> [DATA PROVIDED]
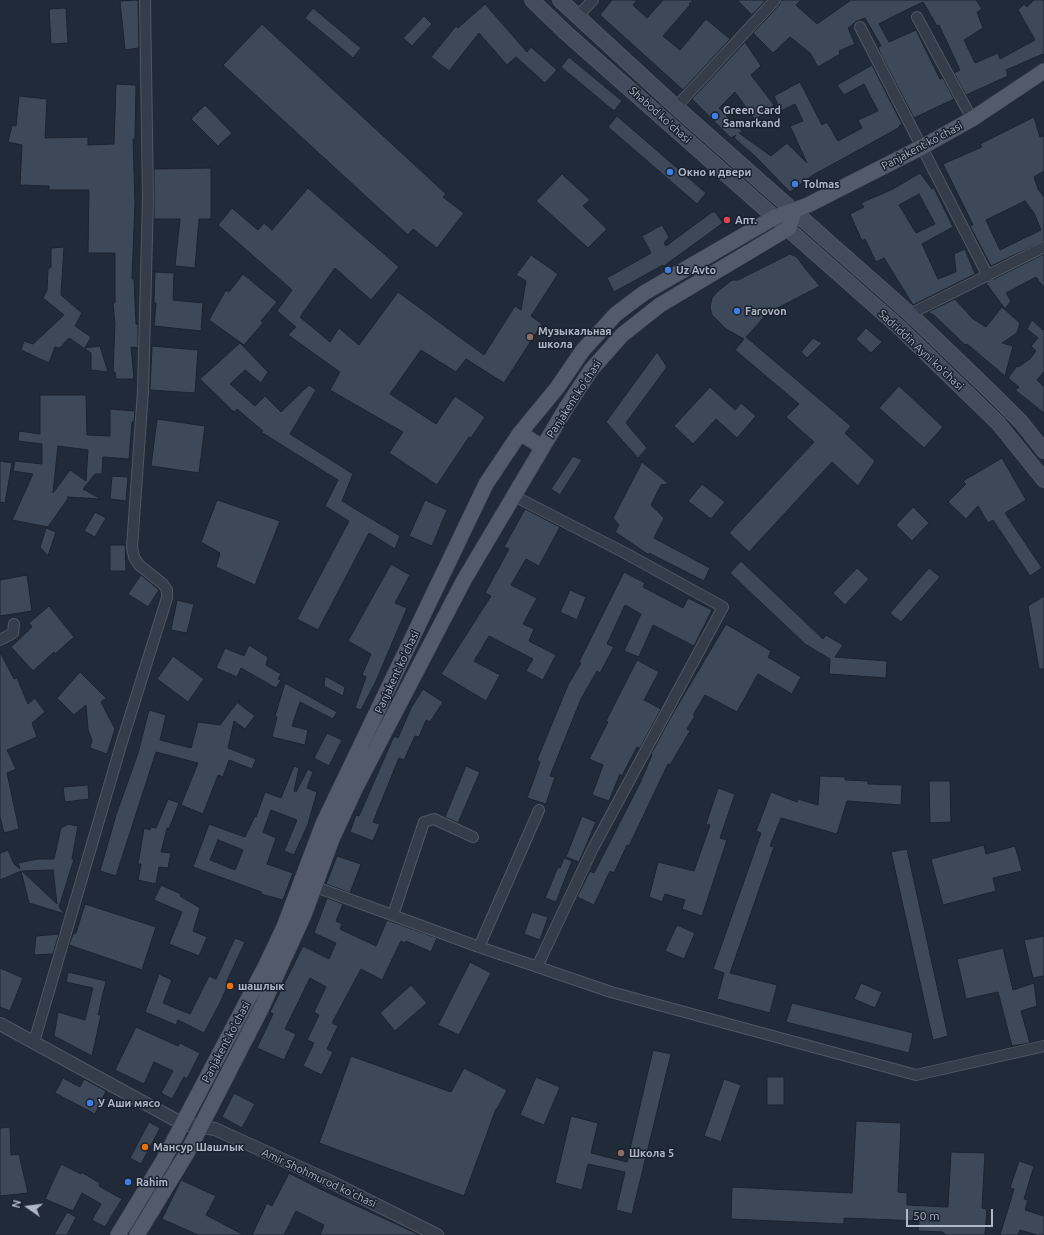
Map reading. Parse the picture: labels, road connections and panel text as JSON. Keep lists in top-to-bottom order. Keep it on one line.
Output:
{"streets":{"main road":["Shabod ko'chasi","Panjakent ko'chasi","Sadriddin Ayni ko'chasi"],"street":["Amir Shohmurod ko'chasi"]},"crossings":[["Shabod ko'chasi","Panjakent ko'chasi"],["Shabod ko'chasi","Sadriddin Ayni ko'chasi"],["Panjakent ko'chasi","Sadriddin Ayni ko'chasi"],["Panjakent ko'chasi","Amir Shohmurod ko'chasi"]],"places":["Green Card Samarkand","Окно и двери","Tolmas","Апт.","Uz Avto","Farovon","Музыкальная школа","шашлык","У Аши мясо","Мансур Шашлык","Школа 5","Rahim"],"scale_bar":"50 m","north":"left"}
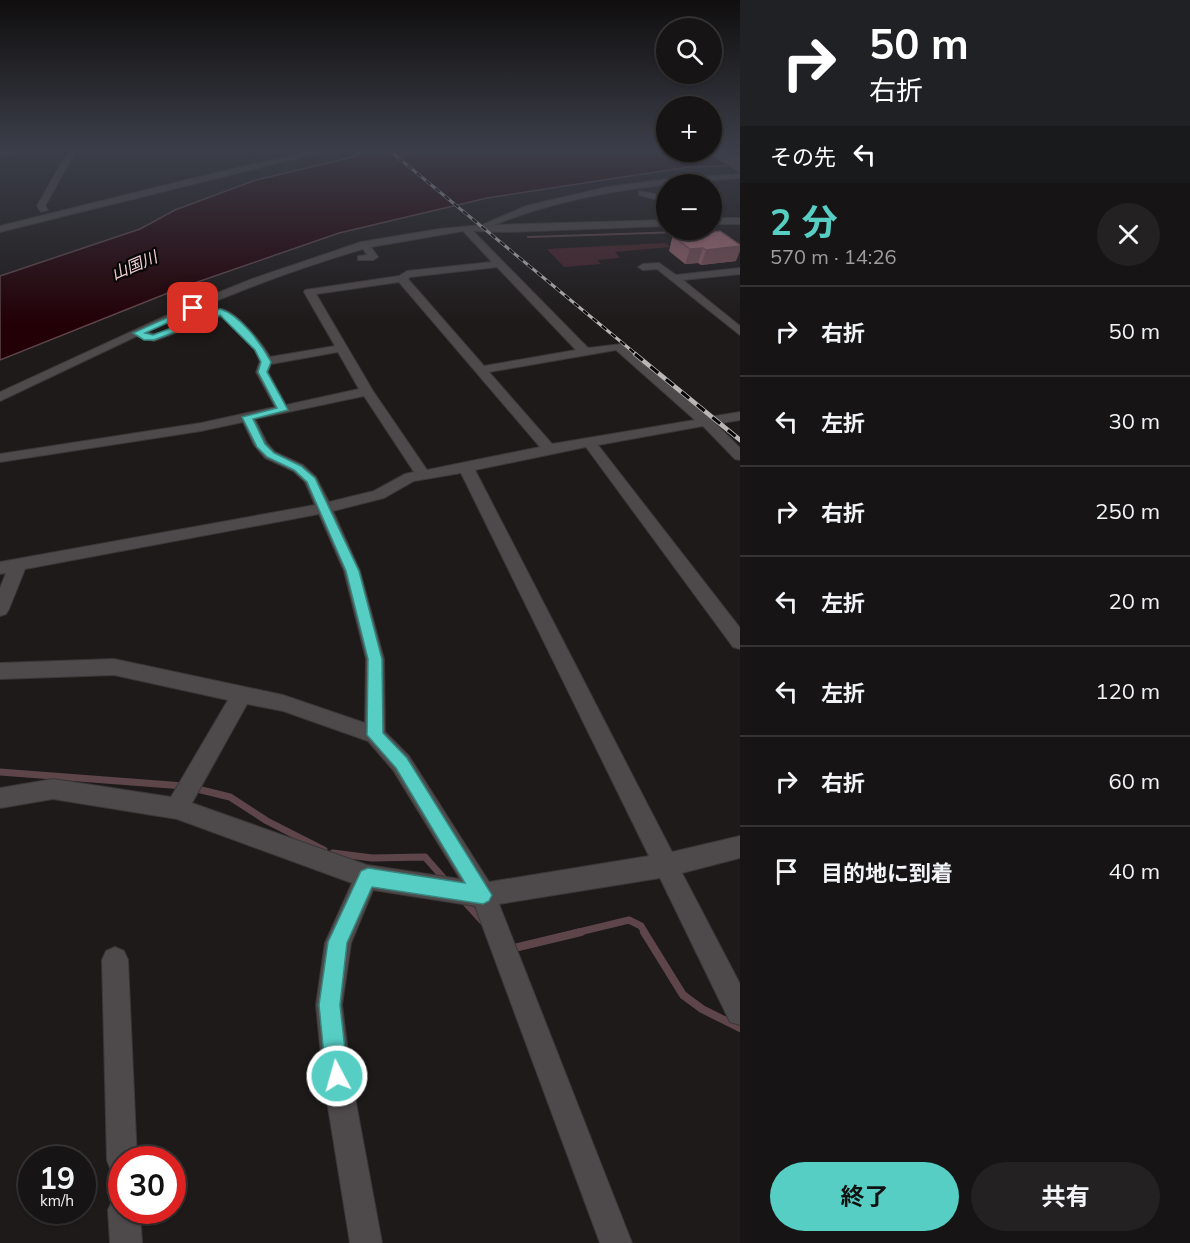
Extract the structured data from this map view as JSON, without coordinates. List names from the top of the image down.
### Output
{
  "water": ["山国川"],
  "page": {
    "turn": ["50 m", "右折"],
    "map_buttons": ["+", "−"],
    "then": "その先",
    "heading": ["2 分", "570 m · 14:26"],
    "list": [
      {
        "name": "右折",
        "value": "50 m"
      },
      {
        "name": "左折",
        "value": "30 m"
      },
      {
        "name": "右折",
        "value": "250 m"
      },
      {
        "name": "左折",
        "value": "20 m"
      },
      {
        "name": "左折",
        "value": "120 m"
      },
      {
        "name": "右折",
        "value": "60 m"
      },
      {
        "name": "目的地に到着",
        "value": "40 m"
      }
    ],
    "speed": "19 km/h",
    "limit": "30",
    "buttons": ["終了", "共有"]
  }
}
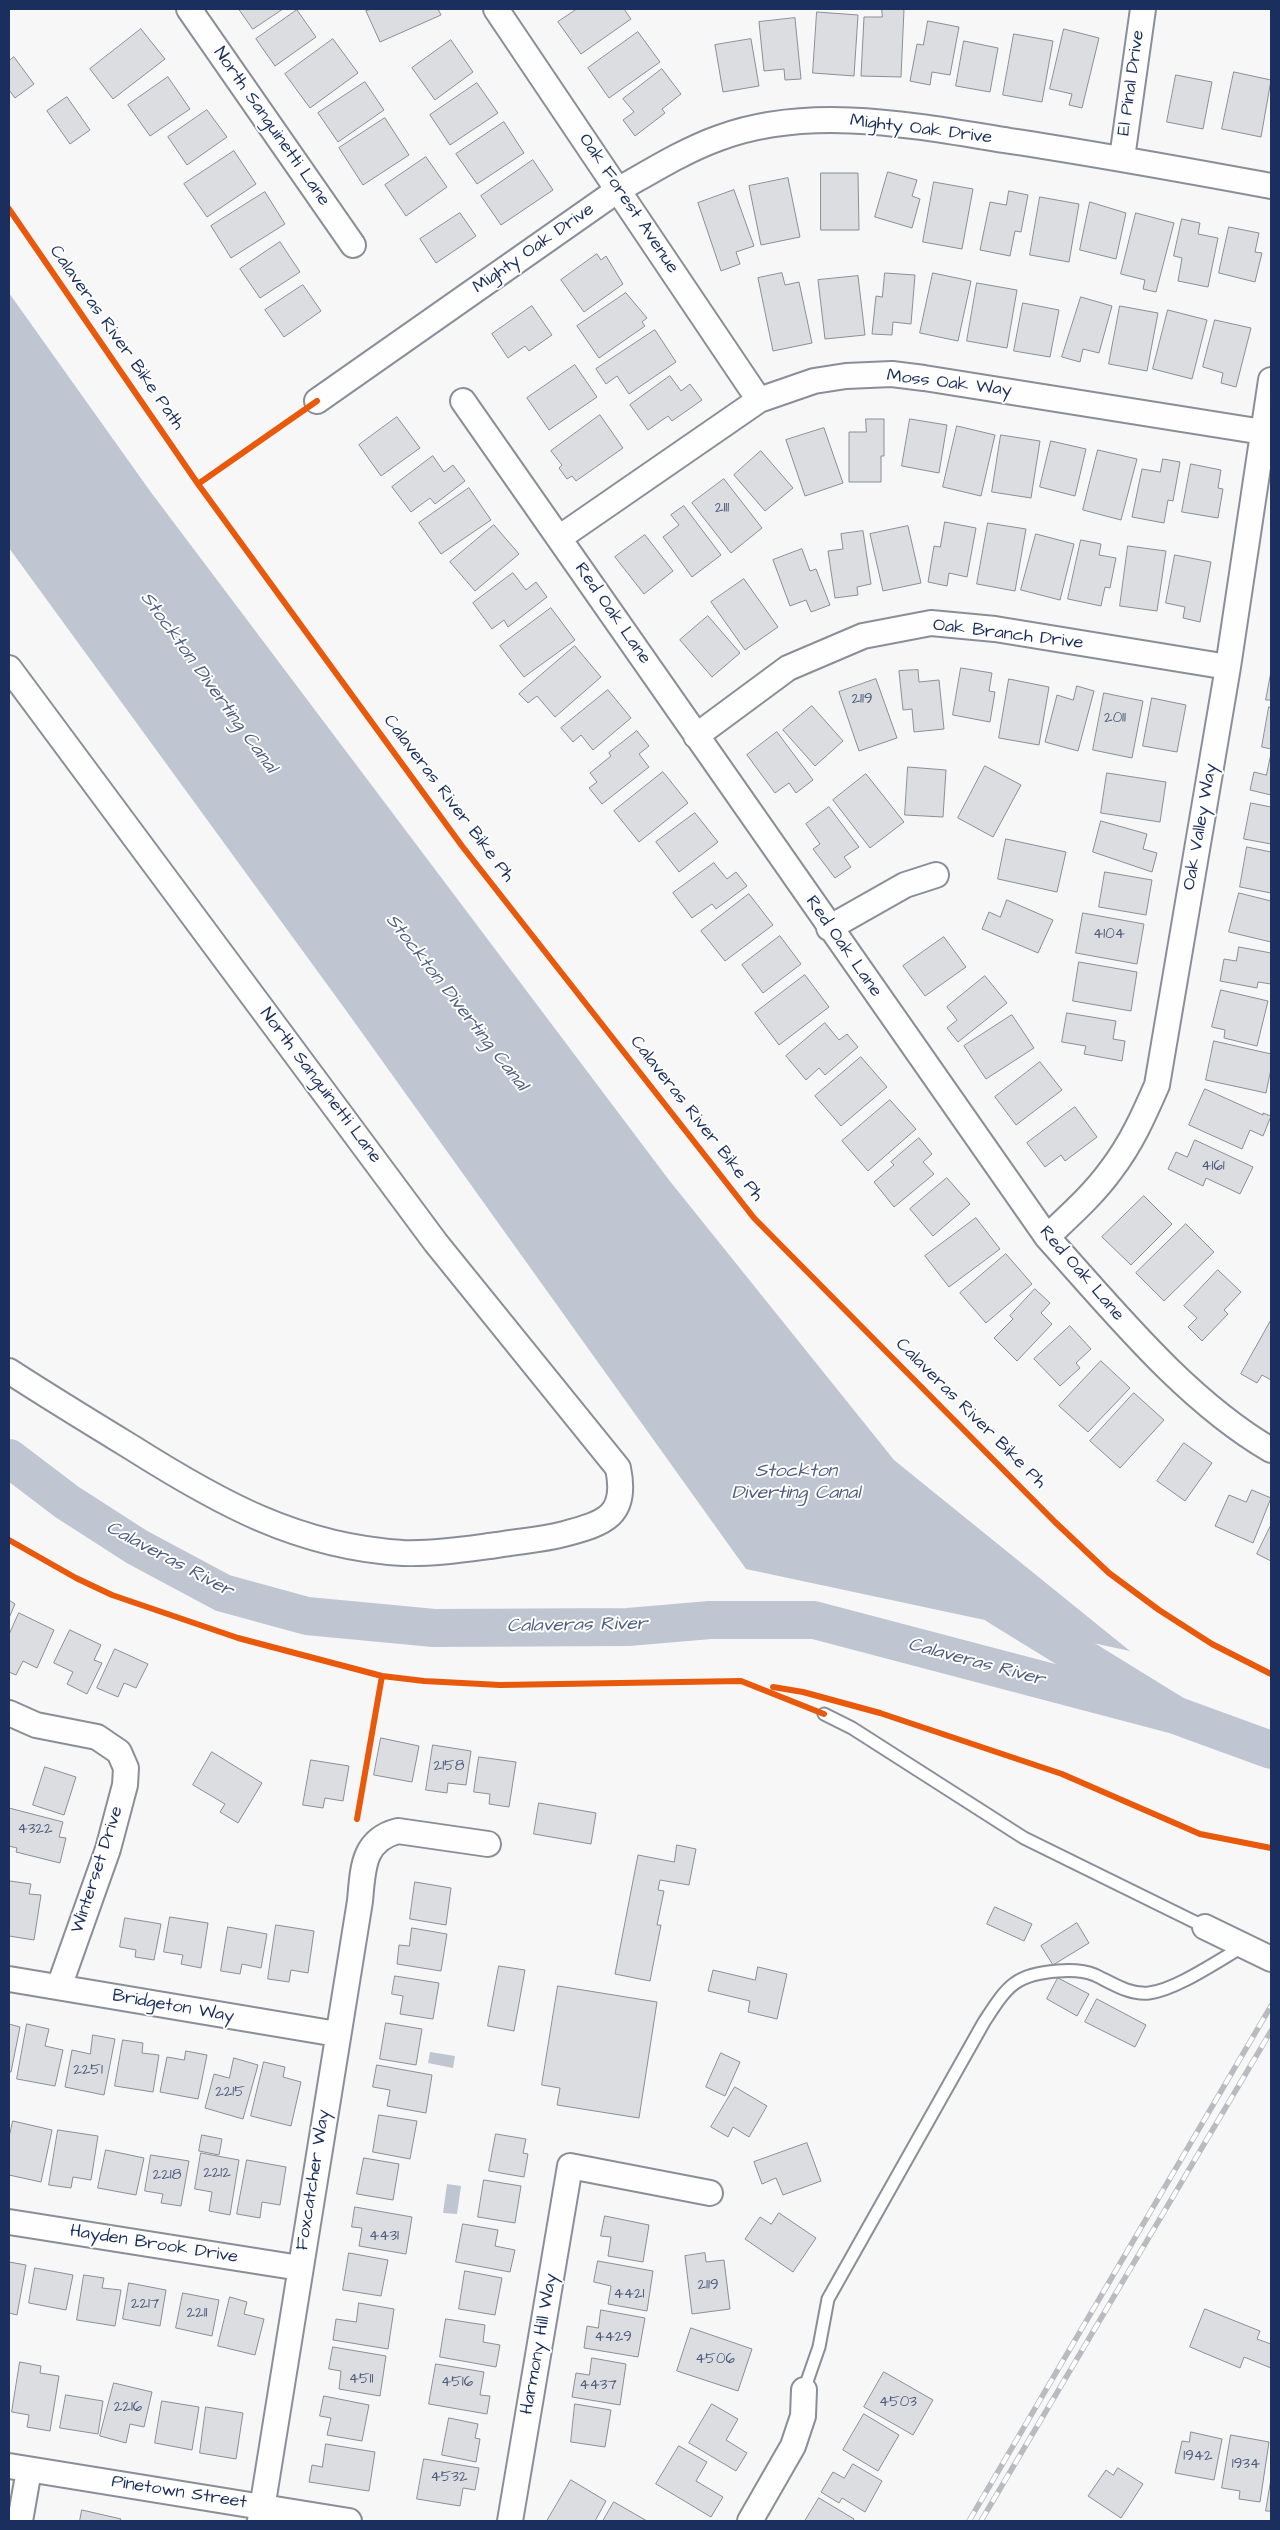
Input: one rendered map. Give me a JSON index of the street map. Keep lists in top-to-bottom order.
{
  "streets": {
    "street": [
      "El Pinal Drive",
      "North Sanguinetti Lane",
      "Mighty Oak Drive",
      "Oak Forest Avenue",
      "Moss Oak Way",
      "Red Oak Lane",
      "Oak Branch Drive",
      "Oak Valley Way",
      "Winterset Drive",
      "Bridgeton Way",
      "Foxcatcher Way",
      "Hayden Brook Drive",
      "Harmony Hill Way",
      "Pinetown Street"
    ],
    "cycle path": ["Calaveras River Bike Path"]
  },
  "crossings": [
    ["El Pinal Drive", "Mighty Oak Drive"],
    ["Mighty Oak Drive", "Oak Forest Avenue"],
    ["Oak Forest Avenue", "Moss Oak Way"],
    ["Moss Oak Way", "Red Oak Lane"],
    ["Moss Oak Way", "Oak Valley Way"],
    ["Red Oak Lane", "Oak Branch Drive"],
    ["Red Oak Lane", "Oak Valley Way"],
    ["Oak Branch Drive", "Oak Valley Way"],
    ["Winterset Drive", "Bridgeton Way"],
    ["Bridgeton Way", "Foxcatcher Way"],
    ["Foxcatcher Way", "Hayden Brook Drive"],
    ["Foxcatcher Way", "Pinetown Street"]
  ],
  "water": ["Stockton Diverting Canal", "Calaveras River"],
  "house_numbers": [
    "2111",
    "2119",
    "2011",
    "4104",
    "4161",
    "2158",
    "4322",
    "2251",
    "2215",
    "2212",
    "2218",
    "4431",
    "2119",
    "4421",
    "2217",
    "2211",
    "4429",
    "4506",
    "4511",
    "4516",
    "4437",
    "4503",
    "2216",
    "1942",
    "1934",
    "4532"
  ]
}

> [YOUR GOAL]
The task calls for repeating each line above exactly while excluding the pictures.

> [RESULT BELOW]
Map reading. Parse the picture: labels, road connections and panel text as JSON. Keep lists in top-to-bottom order. Keep it on one line.
Output:
{"streets":{"main road":["Shabod ko'chasi","Panjakent ko'chasi","Sadriddin Ayni ko'chasi"],"street":["Amir Shohmurod ko'chasi"]},"crossings":[["Shabod ko'chasi","Panjakent ko'chasi"],["Shabod ko'chasi","Sadriddin Ayni ko'chasi"],["Panjakent ko'chasi","Sadriddin Ayni ko'chasi"],["Panjakent ko'chasi","Amir Shohmurod ko'chasi"]],"places":["Green Card Samarkand","Окно и двери","Tolmas","Апт.","Uz Avto","Farovon","Музыкальная школа","шашлык","У Аши мясо","Мансур Шашлык","Школа 5","Rahim"],"scale_bar":"50 m","north":"left"}
Extract the structured data from this map view as JSON, without coordinates. List names from the top of the image down.
### Output
{
  "water": ["山国川"],
  "page": {
    "turn": ["50 m", "右折"],
    "map_buttons": ["+", "−"],
    "then": "その先",
    "heading": ["2 分", "570 m · 14:26"],
    "list": [
      {
        "name": "右折",
        "value": "50 m"
      },
      {
        "name": "左折",
        "value": "30 m"
      },
      {
        "name": "右折",
        "value": "250 m"
      },
      {
        "name": "左折",
        "value": "20 m"
      },
      {
        "name": "左折",
        "value": "120 m"
      },
      {
        "name": "右折",
        "value": "60 m"
      },
      {
        "name": "目的地に到着",
        "value": "40 m"
      }
    ],
    "speed": "19 km/h",
    "limit": "30",
    "buttons": ["終了", "共有"]
  }
}
Input: one rendered map. Give me a JSON index of the street map. Keep lists in top-to-bottom order.
{
  "streets": {
    "street": [
      "El Pinal Drive",
      "North Sanguinetti Lane",
      "Mighty Oak Drive",
      "Oak Forest Avenue",
      "Moss Oak Way",
      "Red Oak Lane",
      "Oak Branch Drive",
      "Oak Valley Way",
      "Winterset Drive",
      "Bridgeton Way",
      "Foxcatcher Way",
      "Hayden Brook Drive",
      "Harmony Hill Way",
      "Pinetown Street"
    ],
    "cycle path": ["Calaveras River Bike Path"]
  },
  "crossings": [
    ["El Pinal Drive", "Mighty Oak Drive"],
    ["Mighty Oak Drive", "Oak Forest Avenue"],
    ["Oak Forest Avenue", "Moss Oak Way"],
    ["Moss Oak Way", "Red Oak Lane"],
    ["Moss Oak Way", "Oak Valley Way"],
    ["Red Oak Lane", "Oak Branch Drive"],
    ["Red Oak Lane", "Oak Valley Way"],
    ["Oak Branch Drive", "Oak Valley Way"],
    ["Winterset Drive", "Bridgeton Way"],
    ["Bridgeton Way", "Foxcatcher Way"],
    ["Foxcatcher Way", "Hayden Brook Drive"],
    ["Foxcatcher Way", "Pinetown Street"]
  ],
  "water": ["Stockton Diverting Canal", "Calaveras River"],
  "house_numbers": [
    "2111",
    "2119",
    "2011",
    "4104",
    "4161",
    "2158",
    "4322",
    "2251",
    "2215",
    "2212",
    "2218",
    "4431",
    "2119",
    "4421",
    "2217",
    "2211",
    "4429",
    "4506",
    "4511",
    "4516",
    "4437",
    "4503",
    "2216",
    "1942",
    "1934",
    "4532"
  ]
}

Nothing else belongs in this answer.